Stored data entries
((

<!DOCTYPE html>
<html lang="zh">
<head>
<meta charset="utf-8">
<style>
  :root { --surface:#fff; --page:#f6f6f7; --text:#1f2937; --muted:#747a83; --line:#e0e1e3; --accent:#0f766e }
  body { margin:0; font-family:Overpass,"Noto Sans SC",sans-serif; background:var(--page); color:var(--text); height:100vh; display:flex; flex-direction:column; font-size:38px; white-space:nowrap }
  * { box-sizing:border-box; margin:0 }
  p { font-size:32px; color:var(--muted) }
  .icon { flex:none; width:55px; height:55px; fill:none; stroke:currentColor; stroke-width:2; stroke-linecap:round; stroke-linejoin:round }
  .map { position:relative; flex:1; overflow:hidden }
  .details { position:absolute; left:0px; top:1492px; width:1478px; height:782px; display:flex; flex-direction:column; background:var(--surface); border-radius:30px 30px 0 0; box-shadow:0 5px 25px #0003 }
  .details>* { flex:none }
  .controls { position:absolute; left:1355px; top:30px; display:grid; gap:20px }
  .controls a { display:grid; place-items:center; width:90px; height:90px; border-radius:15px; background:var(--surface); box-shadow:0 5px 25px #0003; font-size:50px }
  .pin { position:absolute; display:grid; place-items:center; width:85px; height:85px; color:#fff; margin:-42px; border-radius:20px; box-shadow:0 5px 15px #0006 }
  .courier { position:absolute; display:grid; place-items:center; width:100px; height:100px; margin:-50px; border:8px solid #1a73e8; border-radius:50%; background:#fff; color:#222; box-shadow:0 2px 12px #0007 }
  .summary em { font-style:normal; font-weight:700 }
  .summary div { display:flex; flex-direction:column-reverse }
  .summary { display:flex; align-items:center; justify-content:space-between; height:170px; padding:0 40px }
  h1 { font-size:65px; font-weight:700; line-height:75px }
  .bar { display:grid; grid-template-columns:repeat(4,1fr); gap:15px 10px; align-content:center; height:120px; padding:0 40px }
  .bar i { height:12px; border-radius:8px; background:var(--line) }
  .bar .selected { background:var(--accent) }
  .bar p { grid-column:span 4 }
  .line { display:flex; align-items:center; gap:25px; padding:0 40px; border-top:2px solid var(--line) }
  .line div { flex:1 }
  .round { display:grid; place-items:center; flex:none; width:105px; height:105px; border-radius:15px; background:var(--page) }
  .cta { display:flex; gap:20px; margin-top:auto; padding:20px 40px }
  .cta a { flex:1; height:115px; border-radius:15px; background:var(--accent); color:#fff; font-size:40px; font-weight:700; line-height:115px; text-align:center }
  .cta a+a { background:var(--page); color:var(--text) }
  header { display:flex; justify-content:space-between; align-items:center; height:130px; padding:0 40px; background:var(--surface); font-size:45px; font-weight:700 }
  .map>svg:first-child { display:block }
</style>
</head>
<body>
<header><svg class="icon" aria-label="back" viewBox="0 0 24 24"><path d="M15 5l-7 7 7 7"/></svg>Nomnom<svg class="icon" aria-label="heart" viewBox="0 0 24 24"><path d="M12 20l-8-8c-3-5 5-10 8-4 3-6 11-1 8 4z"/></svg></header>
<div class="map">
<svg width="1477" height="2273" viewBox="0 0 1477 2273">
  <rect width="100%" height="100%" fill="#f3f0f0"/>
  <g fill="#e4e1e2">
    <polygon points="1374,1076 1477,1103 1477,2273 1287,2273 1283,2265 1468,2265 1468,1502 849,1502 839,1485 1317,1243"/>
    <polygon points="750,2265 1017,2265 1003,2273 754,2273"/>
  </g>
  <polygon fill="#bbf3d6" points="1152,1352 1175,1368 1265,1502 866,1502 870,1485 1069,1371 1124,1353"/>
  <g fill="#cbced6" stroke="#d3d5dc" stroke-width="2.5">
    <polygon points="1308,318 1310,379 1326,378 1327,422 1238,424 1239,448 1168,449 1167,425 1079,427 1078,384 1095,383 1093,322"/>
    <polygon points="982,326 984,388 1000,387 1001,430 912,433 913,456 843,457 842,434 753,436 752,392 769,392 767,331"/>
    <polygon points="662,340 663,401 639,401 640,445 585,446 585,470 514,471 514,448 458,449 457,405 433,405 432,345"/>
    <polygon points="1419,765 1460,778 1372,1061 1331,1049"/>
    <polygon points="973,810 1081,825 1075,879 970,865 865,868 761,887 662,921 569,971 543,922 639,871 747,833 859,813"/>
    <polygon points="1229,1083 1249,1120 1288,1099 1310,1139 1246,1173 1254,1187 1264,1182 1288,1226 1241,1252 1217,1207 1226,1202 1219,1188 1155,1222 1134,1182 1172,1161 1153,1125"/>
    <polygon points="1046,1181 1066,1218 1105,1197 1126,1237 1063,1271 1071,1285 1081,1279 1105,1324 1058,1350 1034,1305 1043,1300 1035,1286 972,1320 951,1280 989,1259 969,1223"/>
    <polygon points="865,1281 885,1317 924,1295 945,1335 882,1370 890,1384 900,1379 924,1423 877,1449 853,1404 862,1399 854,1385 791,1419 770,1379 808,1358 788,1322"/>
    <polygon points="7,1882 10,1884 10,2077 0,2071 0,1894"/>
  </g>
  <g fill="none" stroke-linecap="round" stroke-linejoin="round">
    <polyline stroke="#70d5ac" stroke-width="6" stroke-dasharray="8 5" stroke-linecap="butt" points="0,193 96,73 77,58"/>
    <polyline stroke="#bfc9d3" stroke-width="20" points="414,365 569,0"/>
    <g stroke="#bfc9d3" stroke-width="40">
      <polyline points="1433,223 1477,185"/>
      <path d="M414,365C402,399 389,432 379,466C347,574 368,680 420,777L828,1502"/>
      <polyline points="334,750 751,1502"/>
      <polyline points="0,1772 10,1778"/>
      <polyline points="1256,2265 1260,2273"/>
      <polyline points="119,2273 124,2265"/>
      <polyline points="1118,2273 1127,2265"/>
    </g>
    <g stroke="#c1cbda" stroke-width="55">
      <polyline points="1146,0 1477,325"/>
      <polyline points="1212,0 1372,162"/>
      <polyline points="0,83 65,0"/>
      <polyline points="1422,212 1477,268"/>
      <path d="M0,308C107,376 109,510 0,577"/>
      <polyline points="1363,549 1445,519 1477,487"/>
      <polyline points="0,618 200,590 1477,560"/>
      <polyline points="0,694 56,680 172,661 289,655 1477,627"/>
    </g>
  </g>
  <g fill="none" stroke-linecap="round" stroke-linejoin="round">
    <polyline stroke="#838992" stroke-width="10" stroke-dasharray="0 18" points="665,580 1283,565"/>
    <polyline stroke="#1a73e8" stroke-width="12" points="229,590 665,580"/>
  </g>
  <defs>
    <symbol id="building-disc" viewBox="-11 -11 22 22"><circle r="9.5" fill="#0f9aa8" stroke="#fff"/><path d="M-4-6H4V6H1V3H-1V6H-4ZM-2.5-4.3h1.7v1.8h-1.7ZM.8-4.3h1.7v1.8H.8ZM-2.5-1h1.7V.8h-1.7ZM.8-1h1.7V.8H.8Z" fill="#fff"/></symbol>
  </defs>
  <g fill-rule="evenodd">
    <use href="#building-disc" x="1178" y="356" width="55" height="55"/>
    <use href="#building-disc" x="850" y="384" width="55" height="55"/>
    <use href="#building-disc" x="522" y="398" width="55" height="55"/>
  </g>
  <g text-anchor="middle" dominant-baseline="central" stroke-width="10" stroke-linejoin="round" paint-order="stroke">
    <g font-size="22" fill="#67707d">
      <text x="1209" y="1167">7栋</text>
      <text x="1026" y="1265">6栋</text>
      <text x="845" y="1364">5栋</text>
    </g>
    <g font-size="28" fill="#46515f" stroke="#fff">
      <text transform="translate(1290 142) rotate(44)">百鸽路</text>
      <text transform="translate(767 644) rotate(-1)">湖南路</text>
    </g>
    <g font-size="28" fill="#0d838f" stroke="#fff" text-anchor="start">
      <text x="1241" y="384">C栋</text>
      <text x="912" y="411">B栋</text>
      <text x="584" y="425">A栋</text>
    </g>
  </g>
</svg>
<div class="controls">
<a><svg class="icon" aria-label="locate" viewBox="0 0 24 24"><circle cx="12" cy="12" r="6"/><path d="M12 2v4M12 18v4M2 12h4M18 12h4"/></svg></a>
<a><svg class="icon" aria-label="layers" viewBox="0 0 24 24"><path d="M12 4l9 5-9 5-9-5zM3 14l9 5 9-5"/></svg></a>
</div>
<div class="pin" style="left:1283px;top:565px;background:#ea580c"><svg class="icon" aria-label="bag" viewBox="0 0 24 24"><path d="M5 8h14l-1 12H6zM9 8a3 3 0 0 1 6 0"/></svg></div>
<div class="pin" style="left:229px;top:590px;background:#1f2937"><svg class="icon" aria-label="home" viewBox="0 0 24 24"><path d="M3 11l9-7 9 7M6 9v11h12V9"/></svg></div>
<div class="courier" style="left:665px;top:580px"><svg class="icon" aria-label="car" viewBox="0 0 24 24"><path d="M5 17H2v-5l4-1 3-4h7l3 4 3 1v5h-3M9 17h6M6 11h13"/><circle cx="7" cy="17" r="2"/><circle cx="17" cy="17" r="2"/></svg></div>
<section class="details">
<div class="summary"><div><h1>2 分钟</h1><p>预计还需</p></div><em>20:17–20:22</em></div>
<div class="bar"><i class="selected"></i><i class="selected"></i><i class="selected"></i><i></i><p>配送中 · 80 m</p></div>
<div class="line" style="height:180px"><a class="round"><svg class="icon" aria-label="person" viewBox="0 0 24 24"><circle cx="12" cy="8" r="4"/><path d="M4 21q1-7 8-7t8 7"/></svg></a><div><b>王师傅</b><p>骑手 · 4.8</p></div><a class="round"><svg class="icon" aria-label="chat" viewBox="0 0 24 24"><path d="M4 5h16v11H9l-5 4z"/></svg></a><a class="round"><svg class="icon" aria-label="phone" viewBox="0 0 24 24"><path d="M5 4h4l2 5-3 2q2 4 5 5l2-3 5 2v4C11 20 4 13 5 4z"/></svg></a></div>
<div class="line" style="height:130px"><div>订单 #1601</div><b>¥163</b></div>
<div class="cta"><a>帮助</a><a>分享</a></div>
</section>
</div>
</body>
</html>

))

§ Goal of the exercise:
In the records above, collect each line with "translate".

§ Output of the exercise:
      <text transform="translate(1290 142) rotate(44)">百鸽路</text>
      <text transform="translate(767 644) rotate(-1)">湖南路</text>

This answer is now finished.